→ WORK REQUEST
The answer must be a single number: how many lines in the entries below contain the word "Maria".

---

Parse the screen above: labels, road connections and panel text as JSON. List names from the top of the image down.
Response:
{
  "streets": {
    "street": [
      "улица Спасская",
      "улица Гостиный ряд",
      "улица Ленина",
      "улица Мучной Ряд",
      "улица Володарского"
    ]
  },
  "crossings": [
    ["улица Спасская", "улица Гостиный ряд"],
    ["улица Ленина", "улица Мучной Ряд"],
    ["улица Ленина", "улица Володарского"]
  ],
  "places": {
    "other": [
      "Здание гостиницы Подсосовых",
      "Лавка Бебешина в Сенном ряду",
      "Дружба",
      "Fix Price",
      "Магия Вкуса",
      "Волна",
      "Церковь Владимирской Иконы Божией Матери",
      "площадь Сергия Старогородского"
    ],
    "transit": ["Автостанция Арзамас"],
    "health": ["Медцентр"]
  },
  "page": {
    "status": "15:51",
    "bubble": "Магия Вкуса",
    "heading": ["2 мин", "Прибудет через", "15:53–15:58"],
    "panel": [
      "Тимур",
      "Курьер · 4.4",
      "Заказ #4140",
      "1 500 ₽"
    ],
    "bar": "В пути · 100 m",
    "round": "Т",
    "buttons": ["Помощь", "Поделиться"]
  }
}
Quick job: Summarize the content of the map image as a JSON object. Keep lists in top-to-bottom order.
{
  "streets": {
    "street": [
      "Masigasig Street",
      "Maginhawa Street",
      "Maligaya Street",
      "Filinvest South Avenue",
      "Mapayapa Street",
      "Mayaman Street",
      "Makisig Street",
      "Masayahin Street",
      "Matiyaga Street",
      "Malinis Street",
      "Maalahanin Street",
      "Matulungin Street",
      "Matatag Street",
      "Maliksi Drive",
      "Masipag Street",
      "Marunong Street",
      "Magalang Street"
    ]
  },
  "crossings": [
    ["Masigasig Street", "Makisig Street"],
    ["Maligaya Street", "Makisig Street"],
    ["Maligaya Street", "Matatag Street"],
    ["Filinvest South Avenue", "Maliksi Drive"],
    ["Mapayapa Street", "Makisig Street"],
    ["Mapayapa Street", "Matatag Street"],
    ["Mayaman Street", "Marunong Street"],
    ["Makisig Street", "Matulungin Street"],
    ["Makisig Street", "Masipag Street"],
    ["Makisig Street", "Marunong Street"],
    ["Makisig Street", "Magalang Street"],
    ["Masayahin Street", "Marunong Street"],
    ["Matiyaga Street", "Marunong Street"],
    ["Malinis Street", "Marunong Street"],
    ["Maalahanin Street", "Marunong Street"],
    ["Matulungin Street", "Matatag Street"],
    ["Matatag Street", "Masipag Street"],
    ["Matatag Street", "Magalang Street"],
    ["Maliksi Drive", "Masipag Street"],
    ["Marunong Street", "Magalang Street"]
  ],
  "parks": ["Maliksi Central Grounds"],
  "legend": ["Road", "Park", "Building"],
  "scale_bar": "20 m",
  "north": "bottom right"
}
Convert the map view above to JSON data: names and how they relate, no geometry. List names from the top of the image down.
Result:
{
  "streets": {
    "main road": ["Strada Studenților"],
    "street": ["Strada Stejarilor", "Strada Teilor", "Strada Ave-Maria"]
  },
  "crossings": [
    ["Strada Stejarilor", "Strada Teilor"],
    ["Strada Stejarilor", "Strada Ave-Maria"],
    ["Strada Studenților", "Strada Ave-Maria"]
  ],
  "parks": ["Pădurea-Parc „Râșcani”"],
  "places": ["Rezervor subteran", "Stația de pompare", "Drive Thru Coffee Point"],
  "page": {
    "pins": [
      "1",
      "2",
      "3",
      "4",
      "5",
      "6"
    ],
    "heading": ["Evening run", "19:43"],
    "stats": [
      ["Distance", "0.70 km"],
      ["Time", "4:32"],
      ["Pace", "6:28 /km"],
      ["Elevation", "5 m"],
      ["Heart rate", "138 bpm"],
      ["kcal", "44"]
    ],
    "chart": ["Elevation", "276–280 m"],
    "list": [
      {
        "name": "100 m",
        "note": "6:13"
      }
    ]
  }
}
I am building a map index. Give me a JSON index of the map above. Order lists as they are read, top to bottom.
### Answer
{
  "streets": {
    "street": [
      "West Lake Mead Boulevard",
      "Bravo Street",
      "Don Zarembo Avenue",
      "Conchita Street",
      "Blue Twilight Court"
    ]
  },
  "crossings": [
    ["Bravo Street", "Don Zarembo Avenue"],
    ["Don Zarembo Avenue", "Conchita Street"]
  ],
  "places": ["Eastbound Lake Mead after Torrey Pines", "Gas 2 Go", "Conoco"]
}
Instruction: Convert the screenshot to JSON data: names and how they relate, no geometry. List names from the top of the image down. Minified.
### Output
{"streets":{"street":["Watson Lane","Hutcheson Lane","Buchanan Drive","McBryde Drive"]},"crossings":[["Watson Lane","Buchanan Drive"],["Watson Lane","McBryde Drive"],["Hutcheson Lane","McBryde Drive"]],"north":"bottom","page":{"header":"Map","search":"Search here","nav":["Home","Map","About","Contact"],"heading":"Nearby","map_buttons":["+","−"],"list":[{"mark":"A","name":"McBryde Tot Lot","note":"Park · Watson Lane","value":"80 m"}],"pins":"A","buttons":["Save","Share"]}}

---

→ RESULT FOR THIS TASK
3